SÉCURITÉ SOCIALE

ET ASSURANCE MALADIE (2)

Charges sociales et compétitivité mondiale. La charte sociale européenne.

LA SANTÉ : UNE DONNÉE MACRO-ÉCONOMIQUE

Parce que l'on a substitué la Sécurité Sociale à l'assurance-maladie, la santé, nationalisée, est devenue une donnée macro-économique.

Cela signifie que le coût de la santé s'impose à tous les nationaux d'un pays considéré. C'est un cloisonnement de plus dans l'échange mondial.

De la même façon qu'un importateur ou un exportateur français subit les fluctuations de sa monnaie nationale, il doit supporter les charges sociales liées à la santé par l'effet de sa législation nationale. Ce peut être un véritable boulet dans la compétitivité internationale.

 
CHARGES SOCIALES, FISCALITÉ ET EMPLOIS

Donnée macro-économique pesant sur les échanges extérieurs, la santé influence aussi l'embauche et la création d'emplois.

Une santé plus coûteuse, cela renchérit le prix du travail.

On ne résout pas le problème en fiscalisant le coût de la santé - sauf en ce qui concerne la mise en oeuvre de la solidarité publique minimale.

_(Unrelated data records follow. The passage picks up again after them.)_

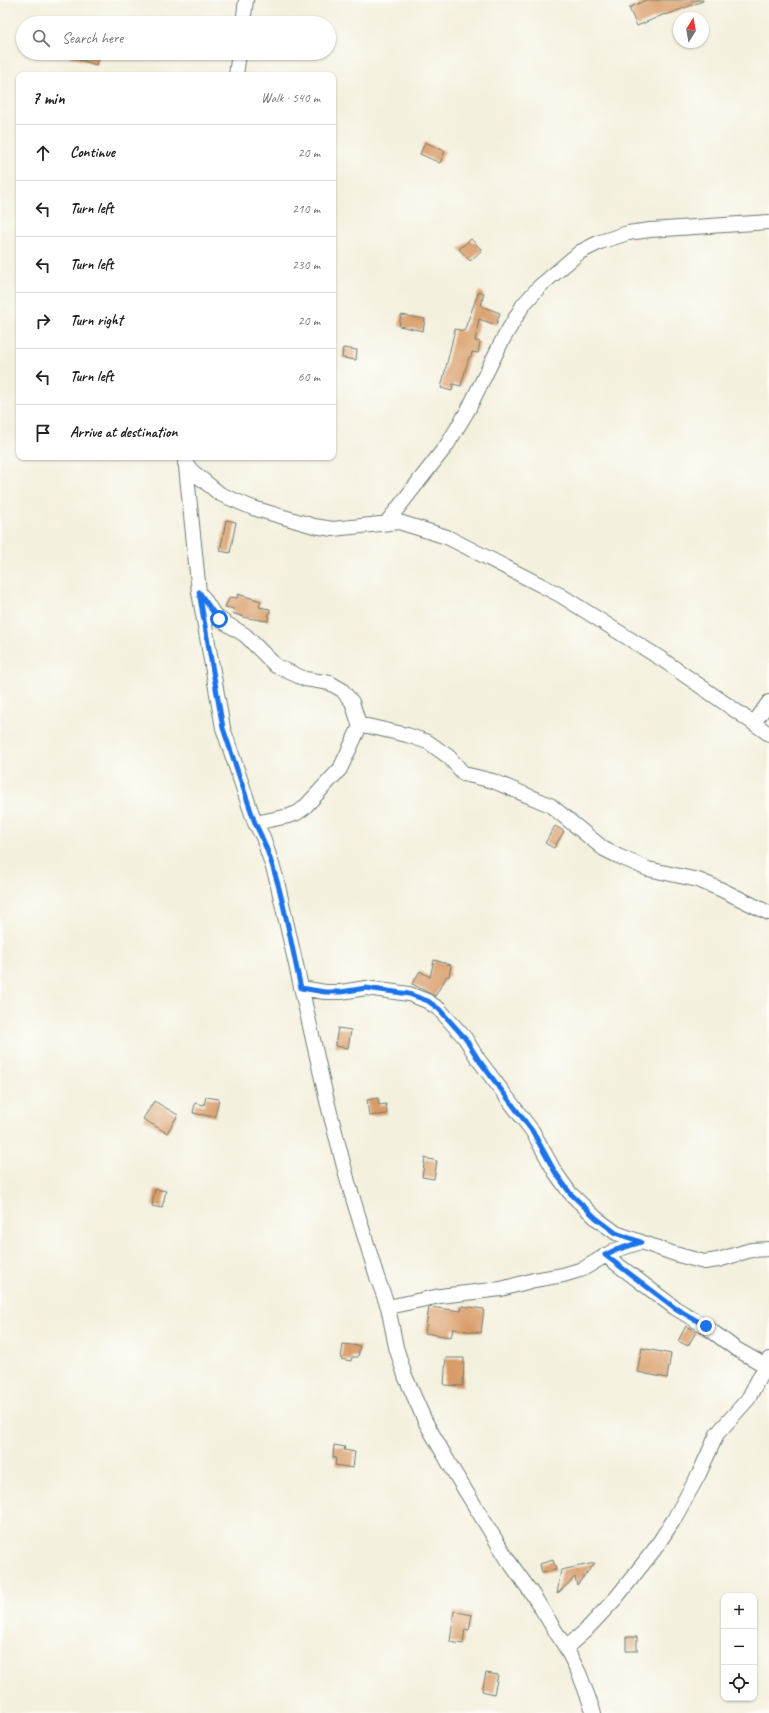 <!DOCTYPE html>
<meta charset="utf-8">
<style>
:root{--surface:#fff;--page:#f2f2f2;--text:#202124;--muted:#757577;--line:#e0e0e0}
body{margin:0;font-family:Caveat,sans-serif;background:var(--page);color:var(--text)}
.controls{position:absolute;right:12px;bottom:12px;display:grid;overflow:hidden;border-radius:8px;box-shadow:0 1px 3px #0004}
.controls button{width:36px;height:36px;display:grid;place-items:center;padding:0;border:0;border-bottom:1px solid var(--line);background:var(--surface);color:var(--text);font:20px sans-serif}
.compass{position:absolute;left:673px;top:12px;width:36px;height:36px;border-radius:50%;background:var(--surface);box-shadow:0 1px 3px #0004;rotate:11deg}
.stop{position:absolute;width:12px;height:12px;margin:-9px;border:3px solid #1a73e8;border-radius:50%;background:#fff}
.stop.end{background:#1a73e8;border-color:#fff;box-shadow:0 1px 4px #0008}
.list{margin:0;padding:0;list-style:none}
h2{display:flex;justify-content:space-between;align-items:center;height:52px;margin:0;padding:0 16px;font-size:17px}
h2 small{font-size:13px;font-weight:400;color:var(--muted)}
.list li{display:grid;grid-template-columns:26px 1fr auto;gap:12px;align-items:center;box-sizing:border-box;height:56px;padding:0 16px;border-top:1px solid var(--line)}
.list b{display:block;font-size:15px;white-space:nowrap}
.list em{font-size:13px;font-style:normal;color:var(--muted)}
.icon{flex:none;width:22px;height:22px;fill:none;stroke:currentColor;stroke-width:2;stroke-linecap:round;stroke-linejoin:round}
.map{position:relative;flex:none;width:769px;height:1713px;overflow:hidden}
.search{position:absolute;background:var(--surface);box-shadow:0 1px 3px #0004;left:16px;top:16px;width:320px;height:44px;display:flex;align-items:center;gap:10px;box-sizing:border-box;padding:0 14px;border-radius:22px;color:var(--muted);font-size:15px}
.panel{position:absolute;background:var(--surface);box-shadow:0 1px 3px #0004;left:16px;top:72px;width:320px;height:388px;border-radius:8px}
.map>svg:first-child{display:block}
.building{fill:#d99c67}
.lines{fill:none;stroke-linecap:round;stroke-linejoin:round}
.minor-casing{stroke:#6a7c70;stroke-width:16}
.minor{stroke:#fff;stroke-width:14}
.route{stroke:#1a73e8;stroke-width:5}
</style>
<div class="map">
<svg width="769" height="1713" viewBox="0 0 769 1713">
<rect width="100%" height="100%" fill="#fdfcf7"/>
<filter id="ink" filterUnits="userSpaceOnUse"><feTurbulence type="fractalNoise" baseFrequency=".025" numOctaves="2"/><feDisplacementMap in="SourceGraphic" scale="8" xChannelSelector="R" yChannelSelector="G"/><feConvolveMatrix kernelMatrix="1 2 1 2 8 2 1 2 1" color-interpolation-filters="sRGB"/></filter>
<filter id="wash" filterUnits="userSpaceOnUse"><feTurbulence type="fractalNoise" baseFrequency=".012" numOctaves="4" result="noise"/><feDisplacementMap in="SourceGraphic" scale="16" xChannelSelector="R" yChannelSelector="G"/><feGaussianBlur stdDeviation="0.9" result="paint"/><feColorMatrix in="noise" values="0 0 0 0 0 0 0 0 0 0 0 0 0 0 0 0 0 1.4 0 .05"/><feComposite in="paint" operator="in"/></filter>
<g filter="url(#wash)">
<rect width="100%" height="100%" fill="#f4f0de"/>
<g id="blocks">
<path class="building" d="M646,0H703V1L666,15L665,14L637,26L629,8Z
M65,53H100L96,65L65,55Z
M425,142L445,151L440,163L420,154Z
M471,239L482,250L470,261L459,249Z
M479,291L484,293L481,306L500,313L496,325L479,319L475,341L480,342L478,353L472,352L471,357H469L461,386L453,384L452,391L441,388L455,329L464,331Z
M401,315L425,319L423,331L399,326Z
M343,348L357,350L356,360L342,358Z
M226,520L236,522L230,553L220,551Z
M238,594L261,601L259,607L270,609L268,621L247,618L232,613L234,609L225,607L230,597L237,598Z
M555,826L564,831L554,848L545,843Z
M434,960L451,965L449,977L447,976L435,996L412,984L420,971L430,977Z
M338,1028L351,1030L348,1048L335,1046Z
M206,1097L219,1099L215,1117L193,1113L195,1103L204,1105Z
M378,1098L379,1105L386,1104L387,1114L369,1116L367,1100Z
M154,1101L178,1115L167,1133L143,1119Z
M425,1158L437,1161L434,1179L422,1177Z
M155,1189L166,1191L162,1208L152,1206Z
M462,1306L484,1309L481,1333L453,1329L451,1337L425,1333L429,1307L461,1311Z
M686,1326L696,1332L688,1346L678,1341Z
M343,1344L360,1346L358,1357H352L351,1361L341,1359Z
M642,1348L671,1354L667,1378L637,1372Z
M446,1358H464L463,1386L444,1385Z
M334,1445L345,1447L344,1450L355,1452L353,1468L335,1465L336,1458L333,1457Z
M553,1560L556,1570L542,1573L540,1564Z
M595,1563L577,1585L575,1577L557,1594L561,1570Z
M454,1611L472,1615L469,1630L465,1629L463,1644L450,1642Z
M626,1637H637V1651H626Z
M486,1673L498,1675L494,1694L482,1691Z"/>
</g>
</g>
<g filter="url(#ink)">
<use href="#blocks" fill-opacity="0" stroke="#6a7c70" stroke-width="1"/>
<g class="lines">
<g class="minor-casing">
<path id="minor" d="M243,23L246,0
M236,75L239,53
M185,457L199,592L223,728L255,823L263,837L276,877L327,1101L348,1182L377,1277L388,1307L396,1347L405,1376L425,1421L454,1472L508,1560L533,1595L566,1648L579,1673L594,1713
M185,463L193,472L220,494L253,508L314,526L333,529L399,522L447,537L560,595L663,660L769,734
M387,522L447,445L468,410L502,341L523,305L540,286L580,252L600,242L628,233L650,230L769,222
M203,597L213,613L219,619L245,635L276,666L305,679L330,683L342,690L352,702L359,724L407,735L428,742L449,757L464,774L493,781L550,805L604,849L618,856L648,869L698,880L720,889L769,913
M754,723L769,702
M255,823L289,816L297,813L304,808L340,769L361,724
M301,988L325,992H341L366,988L409,994L427,1001L439,1009L465,1038L478,1059L533,1132L555,1172L570,1193L596,1218L616,1233L675,1254L704,1262L718,1260L751,1250L769,1249
M605,1255L675,1308L705,1326L736,1349L766,1366
M388,1307L440,1296L501,1289L534,1280L563,1275L583,1269L613,1251L641,1242
M566,1648L585,1631L616,1598L654,1550L673,1521L699,1474L717,1434L748,1399L769,1359"/>
</g>
<use href="#minor" class="minor"/>
</g>
</g>
<g class="lines" filter="url(#ink)">
<path class="route" d="M219,619L213,612L199,592L223,728L255,823C280,870 289,936 301,988L325,992H341L366,988L409,994L428,1001L439,1009L465,1038L478,1059L533,1132L555,1172L570,1193L596,1218L616,1233L641,1242L613,1251L605,1255L675,1308L706,1326"/>
</g>
</svg>
<div class="controls">
<button>+</button>
<button>−</button>
<button><svg class="icon" aria-label="locate" viewBox="0 0 24 24"><circle cx="12" cy="12" r="6"/><path d="M12 2v4M12 18v4M2 12h4M18 12h4"/></svg></button>
</div>
<svg class="compass" viewBox="-18 -18 36 36"><path d="M0-13l5 13h-10z" fill="#e53935"/><path d="M0 13l5-13h-10z" fill="#757577"/></svg>
<div class="stop" style="left:219px;top:619px"></div>
<div class="stop end" style="left:706px;top:1326px"></div>
<div class="search"><svg class="icon" aria-label="search" viewBox="0 0 24 24"><circle cx="10" cy="10" r="6"/><path d="M15 15l6 6"/></svg>Search here</div>
<section class="panel">
<h2>7 min<small>Walk · 540 m</small></h2>
<ul class="list">
<li><svg class="icon" aria-label="ahead" viewBox="0 0 24 24"><path d="M12 20V5M6 11l6-6 6 6"/></svg><div><b>Continue</b></div><em>20 m</em></li>
<li><svg class="icon" aria-label="left" viewBox="0 0 24 24"><path d="M17 20v-9H6M10 6l-5 5 5 5"/></svg><div><b>Turn left</b></div><em>210 m</em></li>
<li><svg class="icon" aria-label="left" viewBox="0 0 24 24"><path d="M17 20v-9H6M10 6l-5 5 5 5"/></svg><div><b>Turn left</b></div><em>230 m</em></li>
<li><svg class="icon" aria-label="right" viewBox="0 0 24 24"><path d="M7 20v-9h11M14 6l5 5-5 5"/></svg><div><b>Turn right</b></div><em>20 m</em></li>
<li><svg class="icon" aria-label="left" viewBox="0 0 24 24"><path d="M17 20v-9H6M10 6l-5 5 5 5"/></svg><div><b>Turn left</b></div><em>60 m</em></li>
<li><svg class="icon" aria-label="arrive" viewBox="0 0 24 24"><path d="M6 21V4h12l-3 4 3 4H6"/></svg><div><b>Arrive at destination</b></div></li>
</ul>
</section>
</div>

Car prélever des impôts ou des cotisations sociales revient rigoureusement au même : s'ils doivent payer plus d'impôts, les salariés exigeront des rémunérations brutes supérieures. Cotisations sociales, TVA ou CSG : dans tous les cas, il s'agit d'un véritable impôt sur le travail.

La véritable façon de réduire le coût du travail et de laisser créer les emplois n'est donc pas la miraculeuse fiscalité, mais bien la réduction des coûts de la santé. C'est une réduction dont bénéficieraient tout aussi bien l'entreprise que les salariés : le gain en pouvoir d'achat pourrait être considérable, et l'embauche d'un personnel serait moins coûteuse.

 
CHARGES OU CONSOMMATIONS OBLIGATOIRES ?

D'ailleurs, on gagnerait sans doute à ne plus appeler "charges" ce qui n'est autre que des consommations obligatoires.

Parler de charges laisse entendre que ce sont les entreprises qui subventionnent la santé de leurs salariés. En réalité, les retenues sur la feuille de paye ne sont qu'une façon d'imposer aux salariés une consommation obligatoire d'assurance-maladie ou d'assurance-vieillesse.

On gave les salariés, comme des oies, en dépenses sociales.

Que penserait-on si l'État expliquait aux citoyens qu'il est indispensable pour eux d'avoir une bonne alimentation, et de ne pas compromettre leur équilibre physique et moral en rognant sur leur budget alimentaire, moyennant quoi il demanderait désormais aux entreprises de retenir 20 % sur les feuilles de paye, permettant aux salariés d'aller manger gratuitement au restaurant public ?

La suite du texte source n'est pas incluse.